## Brief
Repeat the entries shown below with every word and mark intact.

## Recorded information
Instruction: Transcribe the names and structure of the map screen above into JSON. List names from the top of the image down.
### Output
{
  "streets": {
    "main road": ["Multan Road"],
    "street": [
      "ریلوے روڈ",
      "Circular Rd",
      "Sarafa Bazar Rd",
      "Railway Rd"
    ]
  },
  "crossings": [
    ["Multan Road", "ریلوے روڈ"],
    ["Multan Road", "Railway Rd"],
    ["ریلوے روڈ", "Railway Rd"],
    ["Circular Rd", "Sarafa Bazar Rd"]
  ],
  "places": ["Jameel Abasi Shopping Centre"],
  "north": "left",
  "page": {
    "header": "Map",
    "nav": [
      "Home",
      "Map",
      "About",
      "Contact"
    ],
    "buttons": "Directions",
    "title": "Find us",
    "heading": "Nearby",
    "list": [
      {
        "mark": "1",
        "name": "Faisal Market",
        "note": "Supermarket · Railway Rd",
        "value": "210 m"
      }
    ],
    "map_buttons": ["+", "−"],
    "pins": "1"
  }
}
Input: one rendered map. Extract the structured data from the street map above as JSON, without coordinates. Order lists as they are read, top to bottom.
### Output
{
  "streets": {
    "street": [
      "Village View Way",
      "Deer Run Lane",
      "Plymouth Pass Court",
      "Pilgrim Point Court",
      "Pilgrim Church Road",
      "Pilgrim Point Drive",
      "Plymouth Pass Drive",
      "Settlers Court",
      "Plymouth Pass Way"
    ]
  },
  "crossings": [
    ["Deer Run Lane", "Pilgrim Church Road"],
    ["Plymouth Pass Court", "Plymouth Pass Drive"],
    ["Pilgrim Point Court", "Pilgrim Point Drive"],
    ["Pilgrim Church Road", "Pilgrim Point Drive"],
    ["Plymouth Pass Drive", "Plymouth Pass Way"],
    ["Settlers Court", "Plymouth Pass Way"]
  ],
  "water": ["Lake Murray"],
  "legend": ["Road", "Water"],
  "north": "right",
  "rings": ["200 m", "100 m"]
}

## Output for this task
Instruction: Transcribe the names and structure of the map screen above into JSON. List names from the top of the image down.
### Output
{
  "streets": {
    "main road": ["Multan Road"],
    "street": [
      "ریلوے روڈ",
      "Circular Rd",
      "Sarafa Bazar Rd",
      "Railway Rd"
    ]
  },
  "crossings": [
    ["Multan Road", "ریلوے روڈ"],
    ["Multan Road", "Railway Rd"],
    ["ریلوے روڈ", "Railway Rd"],
    ["Circular Rd", "Sarafa Bazar Rd"]
  ],
  "places": ["Jameel Abasi Shopping Centre"],
  "north": "left",
  "page": {
    "header": "Map",
    "nav": [
      "Home",
      "Map",
      "About",
      "Contact"
    ],
    "buttons": "Directions",
    "title": "Find us",
    "heading": "Nearby",
    "list": [
      {
        "mark": "1",
        "name": "Faisal Market",
        "note": "Supermarket · Railway Rd",
        "value": "210 m"
      }
    ],
    "map_buttons": ["+", "−"],
    "pins": "1"
  }
}
Input: one rendered map. Extract the structured data from the street map above as JSON, without coordinates. Order lists as they are read, top to bottom.
### Output
{
  "streets": {
    "street": [
      "Village View Way",
      "Deer Run Lane",
      "Plymouth Pass Court",
      "Pilgrim Point Court",
      "Pilgrim Church Road",
      "Pilgrim Point Drive",
      "Plymouth Pass Drive",
      "Settlers Court",
      "Plymouth Pass Way"
    ]
  },
  "crossings": [
    ["Deer Run Lane", "Pilgrim Church Road"],
    ["Plymouth Pass Court", "Plymouth Pass Drive"],
    ["Pilgrim Point Court", "Pilgrim Point Drive"],
    ["Pilgrim Church Road", "Pilgrim Point Drive"],
    ["Plymouth Pass Drive", "Plymouth Pass Way"],
    ["Settlers Court", "Plymouth Pass Way"]
  ],
  "water": ["Lake Murray"],
  "legend": ["Road", "Water"],
  "north": "right",
  "rings": ["200 m", "100 m"]
}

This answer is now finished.